Friday, November 02, 2012

Shaken, And Hopefully Stirred


Location of last weekend’s Earthquake - USGS


# 6691


The 7.7 quake last weekend (see Haida Gwaii Quake & Tsunami Advisories) off the northern coast of British Columbia was a not-so-gentle reminder that the Pacific Northwest is not immune to strong earthquakes.


While the San Andreas fault in Southern California is better known, the Cascadia fault that runs along the Northern California, Oregon, Washington, and B.C. coast (well south of last week’s quake) is believed capable of generating a massive earthquake/tsunami combination, much like we saw with Japan’s Great Earthquake of 2011.


Based primarily on the fact that it’s happened before.


Last year, in Just A Matter Of Time, I described how records showed that 312 years ago an orphan tsunami struck the coast of Japan, without an accompanying earth tremor being felt.


It’s origin remained a mystery for years, but today scientists - looking at sediment levels and tree growth rings – can easily see evidence of a great quake (8.7-9.2)  occurring along the Cascadia fault at that time.




Although at the time of my previous blog there was evidence of a series of major quakes along this fault line, going back thousands of years, in August of 2012 a new study was published that suggests another quake is `overdue’.


The study, was published by the USGS, and may be read at the link below:


Turbidite Event History—Methods and Implications for Holocene Paleoseismicity of the Cascadia Subduction Zone

By Chris Goldfinger, C. Hans Nelson, Ann E. Morey, Joel E. Johnson, Jason R. Patton, Eugene Karabanov, Julia Gutiérrez-Pastor, Andrew T. Eriksson, Eulàlia Gràcia, Gita Dunhill, Randolph J. Enkin, Audrey Dallimore, and Tracy Vallier



For those who would prefer not to wade through the paper, we have a press release from the Oregon State University, that explains the findings.  Excerpts follow:


13-year Cascadia study complete – and earthquake risk looms large


CORVALLIS, Ore. – A comprehensive analysis of the Cascadia Subduction Zone off the Pacific Northwest coast confirms that the region has had numerous earthquakes over the past 10,000 years, and suggests that the southern Oregon coast may be most vulnerable based on recurrence frequency.

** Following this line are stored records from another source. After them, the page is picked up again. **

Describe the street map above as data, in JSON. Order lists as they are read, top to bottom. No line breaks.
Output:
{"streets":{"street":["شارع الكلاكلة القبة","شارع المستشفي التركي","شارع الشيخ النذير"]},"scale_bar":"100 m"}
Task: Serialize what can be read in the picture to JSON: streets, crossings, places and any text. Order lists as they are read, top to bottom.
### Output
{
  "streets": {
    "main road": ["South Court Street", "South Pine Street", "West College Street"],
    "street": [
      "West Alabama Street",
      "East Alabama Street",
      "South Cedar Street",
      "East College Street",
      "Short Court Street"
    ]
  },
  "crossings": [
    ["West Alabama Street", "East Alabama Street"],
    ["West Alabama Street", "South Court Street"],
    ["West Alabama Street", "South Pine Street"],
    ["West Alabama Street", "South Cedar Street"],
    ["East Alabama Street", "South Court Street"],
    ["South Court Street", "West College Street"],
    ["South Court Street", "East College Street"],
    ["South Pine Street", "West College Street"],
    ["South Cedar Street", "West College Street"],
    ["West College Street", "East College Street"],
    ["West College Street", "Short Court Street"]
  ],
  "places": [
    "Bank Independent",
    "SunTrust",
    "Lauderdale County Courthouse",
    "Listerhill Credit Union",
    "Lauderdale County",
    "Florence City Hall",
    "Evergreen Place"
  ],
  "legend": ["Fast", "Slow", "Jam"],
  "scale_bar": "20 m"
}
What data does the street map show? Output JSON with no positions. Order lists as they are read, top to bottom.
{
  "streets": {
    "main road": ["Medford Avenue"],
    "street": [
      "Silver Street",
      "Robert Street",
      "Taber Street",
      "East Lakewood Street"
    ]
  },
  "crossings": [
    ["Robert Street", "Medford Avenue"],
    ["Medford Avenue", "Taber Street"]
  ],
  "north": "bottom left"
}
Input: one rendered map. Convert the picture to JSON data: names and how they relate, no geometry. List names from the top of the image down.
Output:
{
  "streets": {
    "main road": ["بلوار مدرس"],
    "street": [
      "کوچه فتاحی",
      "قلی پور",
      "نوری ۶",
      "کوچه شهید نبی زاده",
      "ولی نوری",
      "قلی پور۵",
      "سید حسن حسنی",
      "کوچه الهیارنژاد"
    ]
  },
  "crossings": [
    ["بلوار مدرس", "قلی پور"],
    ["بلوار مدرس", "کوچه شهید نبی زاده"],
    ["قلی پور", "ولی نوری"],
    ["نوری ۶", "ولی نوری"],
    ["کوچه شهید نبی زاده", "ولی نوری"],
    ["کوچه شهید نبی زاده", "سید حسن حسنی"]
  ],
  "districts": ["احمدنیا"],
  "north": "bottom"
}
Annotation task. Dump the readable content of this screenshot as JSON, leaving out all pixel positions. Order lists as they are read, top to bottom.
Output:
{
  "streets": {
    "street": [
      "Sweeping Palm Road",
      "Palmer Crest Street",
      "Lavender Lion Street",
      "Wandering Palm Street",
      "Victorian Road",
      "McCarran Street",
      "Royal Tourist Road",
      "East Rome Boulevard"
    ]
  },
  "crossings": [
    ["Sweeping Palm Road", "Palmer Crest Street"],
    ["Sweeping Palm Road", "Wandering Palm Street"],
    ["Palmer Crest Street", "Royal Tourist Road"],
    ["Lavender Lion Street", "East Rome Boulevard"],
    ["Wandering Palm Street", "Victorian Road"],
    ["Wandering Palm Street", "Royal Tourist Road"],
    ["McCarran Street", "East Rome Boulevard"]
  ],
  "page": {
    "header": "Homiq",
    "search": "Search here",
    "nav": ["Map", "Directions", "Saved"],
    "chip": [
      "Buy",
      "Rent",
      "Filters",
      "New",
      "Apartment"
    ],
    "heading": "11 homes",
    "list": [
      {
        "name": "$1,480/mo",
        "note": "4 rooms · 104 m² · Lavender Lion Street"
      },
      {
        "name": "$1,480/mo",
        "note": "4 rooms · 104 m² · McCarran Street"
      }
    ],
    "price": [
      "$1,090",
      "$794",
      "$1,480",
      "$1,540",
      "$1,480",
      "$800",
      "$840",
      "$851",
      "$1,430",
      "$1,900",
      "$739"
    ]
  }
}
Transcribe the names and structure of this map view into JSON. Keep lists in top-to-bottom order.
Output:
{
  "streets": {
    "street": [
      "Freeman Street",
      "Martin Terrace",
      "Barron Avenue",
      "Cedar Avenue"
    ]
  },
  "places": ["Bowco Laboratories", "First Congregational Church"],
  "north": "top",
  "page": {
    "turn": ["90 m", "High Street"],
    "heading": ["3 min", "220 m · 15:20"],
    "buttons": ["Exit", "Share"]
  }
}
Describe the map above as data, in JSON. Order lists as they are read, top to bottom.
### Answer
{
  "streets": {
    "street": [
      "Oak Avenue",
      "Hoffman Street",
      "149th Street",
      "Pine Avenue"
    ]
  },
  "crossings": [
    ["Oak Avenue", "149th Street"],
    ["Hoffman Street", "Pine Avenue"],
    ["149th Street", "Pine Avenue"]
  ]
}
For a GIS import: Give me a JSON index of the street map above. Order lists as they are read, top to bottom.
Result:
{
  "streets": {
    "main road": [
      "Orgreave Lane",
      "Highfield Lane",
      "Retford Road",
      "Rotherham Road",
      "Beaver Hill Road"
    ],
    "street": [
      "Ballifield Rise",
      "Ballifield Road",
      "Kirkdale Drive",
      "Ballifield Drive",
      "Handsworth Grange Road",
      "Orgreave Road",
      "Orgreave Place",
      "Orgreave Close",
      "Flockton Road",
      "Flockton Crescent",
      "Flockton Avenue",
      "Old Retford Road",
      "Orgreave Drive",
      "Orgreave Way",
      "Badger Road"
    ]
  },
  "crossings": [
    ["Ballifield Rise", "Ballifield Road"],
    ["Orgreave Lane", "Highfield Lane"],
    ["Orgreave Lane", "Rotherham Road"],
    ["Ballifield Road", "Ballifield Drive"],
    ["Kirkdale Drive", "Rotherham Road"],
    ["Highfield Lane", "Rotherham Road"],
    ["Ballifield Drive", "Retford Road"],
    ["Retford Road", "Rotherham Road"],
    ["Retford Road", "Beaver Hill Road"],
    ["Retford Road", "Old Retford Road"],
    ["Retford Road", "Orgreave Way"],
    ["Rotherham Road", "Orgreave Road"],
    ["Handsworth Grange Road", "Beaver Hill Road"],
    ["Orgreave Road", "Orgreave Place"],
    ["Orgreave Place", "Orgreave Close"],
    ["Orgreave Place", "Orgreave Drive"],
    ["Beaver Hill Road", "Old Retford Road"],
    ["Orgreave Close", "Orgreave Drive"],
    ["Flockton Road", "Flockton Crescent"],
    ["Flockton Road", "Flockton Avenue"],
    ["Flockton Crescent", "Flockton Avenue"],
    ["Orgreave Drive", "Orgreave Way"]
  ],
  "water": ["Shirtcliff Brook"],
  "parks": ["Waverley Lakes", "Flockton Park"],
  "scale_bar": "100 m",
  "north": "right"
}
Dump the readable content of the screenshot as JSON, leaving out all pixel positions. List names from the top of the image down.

Written by researchers at Oregon State University, and published online by the U.S. Geological Survey, the study concludes that there is a 40 percent chance of a major earthquake in the Coos Bay, Ore., region during the next 50 years. And that earthquake could approach the intensity of the Tohoku quake that devastated Japan in March of 2011.


“The southern margin of Cascadia has a much higher recurrence level for major earthquakes than the northern end and, frankly, it is overdue for a rupture,” said Chris Goldfinger, a professor in OSU’s College of Earth, Ocean, and Atmospheric Sciences and lead author of the study. “That doesn’t mean that an earthquake couldn’t strike first along the northern half, from Newport, Ore., to Vancouver Island.


“But major earthquakes tend to strike more frequently along the southern end – every 240 years or so – and it has been longer than that since it last happened,” Goldfinger added. “The probability for an earthquake on the southern part of the fault is more than double that of the northern end.”


The publication of the peer-reviewed analysis may do more than raise awareness of earthquake hazards and risks, experts say. The actuarial table and history of earthquake strength and frequency may eventually lead to an update in the state’s building codes.

(Continue . . . )



Since we can’t prevent earthquakes, and accurate prediction of when they will occur is beyond our technology, our only recourse is to prepare for them.


In January of 2011 I profiled a Washington state based preparedness educator Carol Dunn, who maintains an excellent website on the hazards faced by those living in the Pacific Northwest called 2Resilience.


You’ll find numerous resources geared for professional first responders, citizen volunteers, and families, individuals, and businesses looking to improve their level of knowledge and preparedness.



Many of us who follow @Caroldn on Twitter find her dedication and enthusiasm on preparedness issues to be quite contagious.  And if your interests lie in that direction I’d certainly recommend you include her feed.


Another resource I strongly recommend is, which promotes yearly earthquake drills and education around the country.



For more on how you can prepare for `the big one’ (even if you live someplace other than Los Angeles), I would recommend you download, read, and implement the advice provided by the The L. A. County Emergency Survival Guide.



And to become better prepared as an individual, family, business owner, or community to deal with these types of disasters: visit the following preparedness sites.






Because no matter where you live, its just a matter of time before the next disaster strikes.